The organizations worked closely with unions including Michigan Bricklayers and Allied Craftworkers Union Local 2, Pipefitters Local 636, International Brotherhood of Electrical Workers Local 58, MI Regional Council of Carpenters & Millwrights Local 687, Sheetmetal Workers Local 80, Mechanical Contractors Association Detroit, Plumbers Local 98, Operating Engineers Local 324, Laborers’ Union Local 1191, International Brotherhood of Teamsters Local 214, and the Metro Detroit AFL-CIO to ensure CTE programs and classroom updates were in line with industry standards.

Improvements were funded by contributions from DTE Energy, the Wilson Foundation, JP Morgan Chase, Ford, UAW-Ford, the Detroit Pistons Foundation, Walbridge and Barton Malow. This investment will directly impact the skilled trades workforce by providing training opportunities for jobs that are in high demand in the City of Detroit.
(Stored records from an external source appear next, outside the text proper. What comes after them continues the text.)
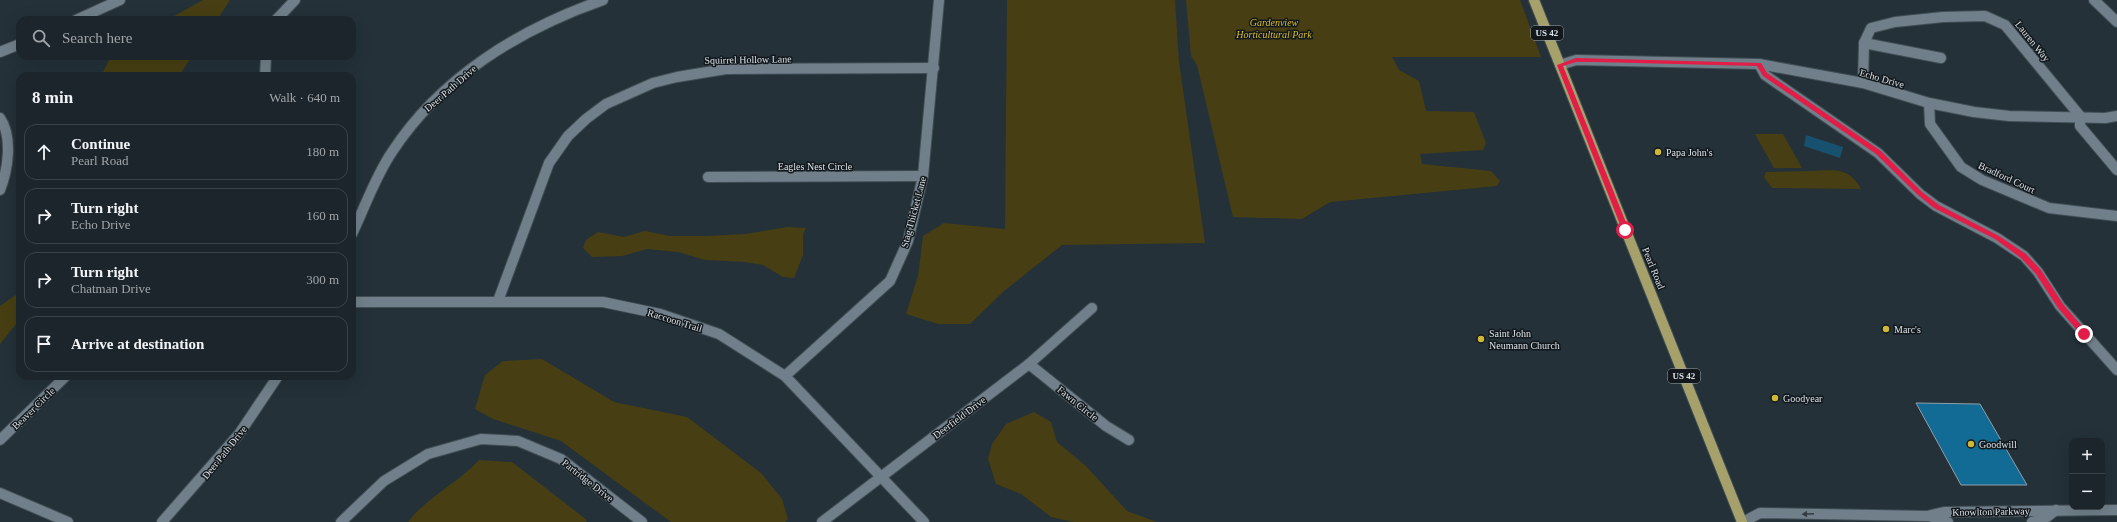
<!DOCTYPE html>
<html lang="en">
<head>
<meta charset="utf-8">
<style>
  body { margin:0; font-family:Georgia,serif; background:#242d33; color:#f1f3f6 }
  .controls { position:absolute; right:12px; bottom:12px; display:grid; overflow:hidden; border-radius:8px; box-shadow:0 4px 16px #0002 }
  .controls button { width:36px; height:36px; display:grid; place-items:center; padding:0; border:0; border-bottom:1px solid #394247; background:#1b252b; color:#f1f3f6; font:20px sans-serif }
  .stop { position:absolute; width:12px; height:12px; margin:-9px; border:3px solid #e11d48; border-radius:50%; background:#fff }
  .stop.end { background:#e11d48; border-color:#fff; box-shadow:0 1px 4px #0008 }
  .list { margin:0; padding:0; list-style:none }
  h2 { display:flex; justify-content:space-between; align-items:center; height:52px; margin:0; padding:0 16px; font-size:17px }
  h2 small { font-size:13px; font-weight:400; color:#a0a5a9 }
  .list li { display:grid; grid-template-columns:26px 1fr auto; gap:12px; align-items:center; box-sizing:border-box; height:56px; margin:0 8px 8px; padding:0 8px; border:1px solid #394247; border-radius:12px }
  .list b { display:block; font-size:15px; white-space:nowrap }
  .list p { margin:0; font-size:13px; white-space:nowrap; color:#a0a5a9 }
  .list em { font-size:13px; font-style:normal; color:#a0a5a9 }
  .icon { flex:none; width:22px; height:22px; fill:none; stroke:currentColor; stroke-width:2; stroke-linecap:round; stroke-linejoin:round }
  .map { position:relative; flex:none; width:2117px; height:522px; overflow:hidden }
  .search { position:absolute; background:#1b252b; box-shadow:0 4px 16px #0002; left:16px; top:16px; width:340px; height:44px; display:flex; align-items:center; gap:10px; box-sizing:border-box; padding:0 14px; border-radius:12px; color:#a0a5a9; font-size:15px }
  .panel { position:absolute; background:#1b252b; box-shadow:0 4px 16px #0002; left:16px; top:72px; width:340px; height:308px; border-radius:12px }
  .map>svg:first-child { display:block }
</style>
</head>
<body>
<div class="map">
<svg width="2117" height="522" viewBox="0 0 2117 522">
  <rect width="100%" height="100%" fill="#243139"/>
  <g fill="#473f13">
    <polygon points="203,0 230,0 217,20 167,20"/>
    <polygon points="1007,0 1175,0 1179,62 1205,243 1062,245 1004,291 970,324 938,324 906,314 918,276 923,236 944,223 1005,229"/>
    <polygon points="1186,0 1520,0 1541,57 1392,57 1399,70 1419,81 1426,111 1474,112 1486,143 1483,150 1420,154 1422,164 1491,171 1500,181 1497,186 1330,202 1302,219 1233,217 1197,65 1191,56"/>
    <polygon points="111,56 192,56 179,76 101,76"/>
    <polygon points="1755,134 1783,134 1802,168 1774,168"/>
    <path d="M1809,171C1832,171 1848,165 1861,189L1772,188L1764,177L1766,172Z"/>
    <polygon points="788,227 806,228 803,234 803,255 794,278 783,277 763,265 745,262 705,260 678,252 647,249 622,256 592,257 583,248 586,240 598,232 624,237 645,231 670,236 705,236 745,234"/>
    <polygon points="20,292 20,319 0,344 0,306"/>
    <polygon points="542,359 614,402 687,417 761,473 782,499 788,519 785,522 671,522 561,441 493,419 475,409 485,375 503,361"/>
    <polygon points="1034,412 1051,422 1057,442 1086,466 1127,511 1157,522 1073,522 1051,517 1021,494 996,484 988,459 992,444 1006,424"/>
    <path d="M479,460L512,462L587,520L586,522H408C427,497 458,483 479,460Z"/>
  </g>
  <polygon fill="#17516f" points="1806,135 1843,147 1840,158 1804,146"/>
  <polygon fill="#126b95" stroke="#8f9fa9" points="1916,403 1980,404 2027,485 1961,485"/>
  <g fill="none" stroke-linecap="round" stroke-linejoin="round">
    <g stroke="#424d54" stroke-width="12">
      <g id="street">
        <polyline points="2094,0 2117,22"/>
        <polyline points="76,20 120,0"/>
        <polyline points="276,20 295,0"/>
        <polyline points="1864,43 1941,58"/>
        <polyline points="0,52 20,44"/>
        <polyline points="1759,64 1765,75 1878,153 1920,194 1936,206 1997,238 2024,256 2038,272 2060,306 2117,370"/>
        <polyline points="1560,65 1576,60 1759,64 1863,83 1929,103 1974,112 2009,116 2105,118 2117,116"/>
        <polyline points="265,76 266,56"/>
        <polyline points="1863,83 1864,43 1871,28 1895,22 1943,17 1985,16 2005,25 2080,116 2080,126 2117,170"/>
        <polyline points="1929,103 1930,124 1961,167 1982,180 2049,208 2117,216"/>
        <path d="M0,118C13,137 8,170 0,190"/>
        <polyline points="708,177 923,176"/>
        <path d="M352,234C365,207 375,177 392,152C441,77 520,29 603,0"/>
        <polyline points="498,301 549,163 568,136 586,119 606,104 653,83 677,77 726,69 934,68"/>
        <polyline points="352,302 603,302 660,314 719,334 785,376 924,522"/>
        <polyline points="1029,364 1106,426 1129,440"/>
        <polyline points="785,376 890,281 908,241 923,176 939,0"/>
        <polyline points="0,440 66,376"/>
        <polyline points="0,493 68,522"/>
        <polyline points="1929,516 1948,522"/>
        <polyline points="162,522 239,434 278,376"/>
        <polyline points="341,522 384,481 428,454 481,439 518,441 561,459 642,522"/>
        <polyline points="822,522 1029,364 1092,308"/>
        <polyline points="1743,522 1760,513 1927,516 1944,512 2117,510"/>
        <polyline points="2032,522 2047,517 2056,510"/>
      </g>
    </g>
    <g stroke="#424d54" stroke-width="12">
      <polyline id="primary" points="1534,0 1742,522"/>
    </g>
    <use href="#street" stroke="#707f89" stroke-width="10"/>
    <use href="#primary" stroke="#a6a06a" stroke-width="10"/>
  </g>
  <defs><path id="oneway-solid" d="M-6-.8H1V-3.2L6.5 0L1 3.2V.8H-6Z"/></defs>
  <use fill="#333c42" href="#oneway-solid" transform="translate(1808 514) rotate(178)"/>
  <polygon fill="#e11d48" points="1576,58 1761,63 1767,73 1881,151 1922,192 1939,205 1999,236 2026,254 2041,270 2063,304 2087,332 2087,336 2082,336 2058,308 2036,274 2021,258 1995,239 1934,208 1918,195 1876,154 1763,76 1757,66 1595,62 1576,62 1563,66 1629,230 1623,232 1557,65"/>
  <g fill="#d0b736" stroke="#12181c" stroke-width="1.5">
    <circle cx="1658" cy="152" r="4"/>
    <circle cx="1886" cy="329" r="4"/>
    <circle cx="1481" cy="339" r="4"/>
    <circle cx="1775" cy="398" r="4"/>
    <circle cx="1971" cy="444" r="4"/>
  </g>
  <g text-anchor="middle" stroke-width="3" stroke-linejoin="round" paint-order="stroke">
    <g fill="#12181c" stroke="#9ea5ab" stroke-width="1">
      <rect x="1531" y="26" width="32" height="14" rx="3"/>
      <rect x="1668" y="369" width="32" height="14" rx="3"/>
    </g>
    <g font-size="9" font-weight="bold" fill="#dae2e8">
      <text x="1547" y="36">US 42</text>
      <text x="1684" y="379">US 42</text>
    </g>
    <g font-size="10" font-style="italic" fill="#dabe25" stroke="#12181c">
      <text x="1274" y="26">Gardenview<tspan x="1274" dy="12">Horticultural Park</tspan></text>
    </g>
    <g font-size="10" fill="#dae2e8" stroke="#12181c">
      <text transform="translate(2033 41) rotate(51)" y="4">Lauren Way</text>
      <text transform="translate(748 59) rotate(-1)" y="4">Squirrel Hollow Lane</text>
      <text transform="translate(1882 78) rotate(16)" y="4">Echo Drive</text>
      <text transform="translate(450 88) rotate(-41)" y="4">Deer Path Drive</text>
      <text x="815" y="170">Eagles Nest Circle</text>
      <text transform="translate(2007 177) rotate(25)" y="4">Bradford Court</text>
      <text transform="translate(913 212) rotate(-75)" y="4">Stag Thicket Lane</text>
      <text transform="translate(1654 268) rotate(68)" y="4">Pearl Road</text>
      <text transform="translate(675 320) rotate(17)" y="4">Raccoon Trail</text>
      <text transform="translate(1078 403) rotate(39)" y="4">Fawn Circle</text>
      <text transform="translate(33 408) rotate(-44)" y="4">Beaver Circle</text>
      <text transform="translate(959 417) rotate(-37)" y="4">Deerfield Drive</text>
      <text transform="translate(224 452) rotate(-51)" y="4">Deer Path Drive</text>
      <text transform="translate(588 480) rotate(38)" y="4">Partridge Drive</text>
      <text transform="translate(1991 511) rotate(-1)" y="4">Knowlton Parkway</text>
    </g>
    <g font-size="10" fill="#dae2e8" stroke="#12181c" text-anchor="start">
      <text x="1666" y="156">Papa John's</text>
      <text x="1894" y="333">Marc's</text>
      <text x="1489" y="337">Saint John<tspan x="1489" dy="12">Neumann Church</tspan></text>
      <text x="1783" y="402">Goodyear</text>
      <text x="1979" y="448">Goodwill</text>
    </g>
  </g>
</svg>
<div class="controls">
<button>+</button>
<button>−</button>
</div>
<div class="stop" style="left:1625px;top:230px"></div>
<div class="stop end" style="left:2084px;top:334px"></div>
<div class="search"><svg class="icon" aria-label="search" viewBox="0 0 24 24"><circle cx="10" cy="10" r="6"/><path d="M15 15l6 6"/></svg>Search here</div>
<section class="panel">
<h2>8 min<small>Walk · 640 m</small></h2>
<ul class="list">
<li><svg class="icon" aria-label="ahead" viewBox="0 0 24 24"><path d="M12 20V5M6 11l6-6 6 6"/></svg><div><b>Continue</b><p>Pearl Road</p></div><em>180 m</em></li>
<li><svg class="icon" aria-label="right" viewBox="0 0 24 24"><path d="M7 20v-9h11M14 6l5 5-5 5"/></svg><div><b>Turn right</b><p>Echo Drive</p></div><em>160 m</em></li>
<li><svg class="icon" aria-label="right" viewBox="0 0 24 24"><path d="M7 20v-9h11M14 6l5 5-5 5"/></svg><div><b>Turn right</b><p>Chatman Drive</p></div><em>300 m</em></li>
<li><svg class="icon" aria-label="arrive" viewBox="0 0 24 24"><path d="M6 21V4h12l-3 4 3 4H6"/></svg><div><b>Arrive at destination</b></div></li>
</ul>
</section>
</div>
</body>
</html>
“This important project could never have happened without the support of these partners,” said Mayor Duggan.

Phase I Upgrades

Phase I of the Randolph renovation included new floors, lighting, paint and upgrades to common areas and the CTE classrooms to bring them up to industry standards. Other funds were used to enhance current CTE course curriculum, purchase new training and safety equipment, computers, furniture and a dust collector for the building, a much needed system to keep students safe. Phases II and III of the project will be completed over the next two years. Other improvements included:

• Refreshed and reorganized CTE classrooms

• New Electrical Classroom

• New Heavy Machinery Simulation Lab

• New learning lab for contextualized reading & math

• New materials and equipment for each course

• Updated commons spaces and CTE Hallway (new paint, flooring, lighting)

• Updated meeting rooms and multi-purpose room

• Roof repair

• Sidewalk Repair and Parking Lot restripe / resurfacing

• Cleared trees, old structures from grounds

• Cleared and paved outdoor work yard

The work done over the summer is just phase I of the project. Phases II and III will add new CTE programs, continue building improvements and upgrade additional equipment over the next two years.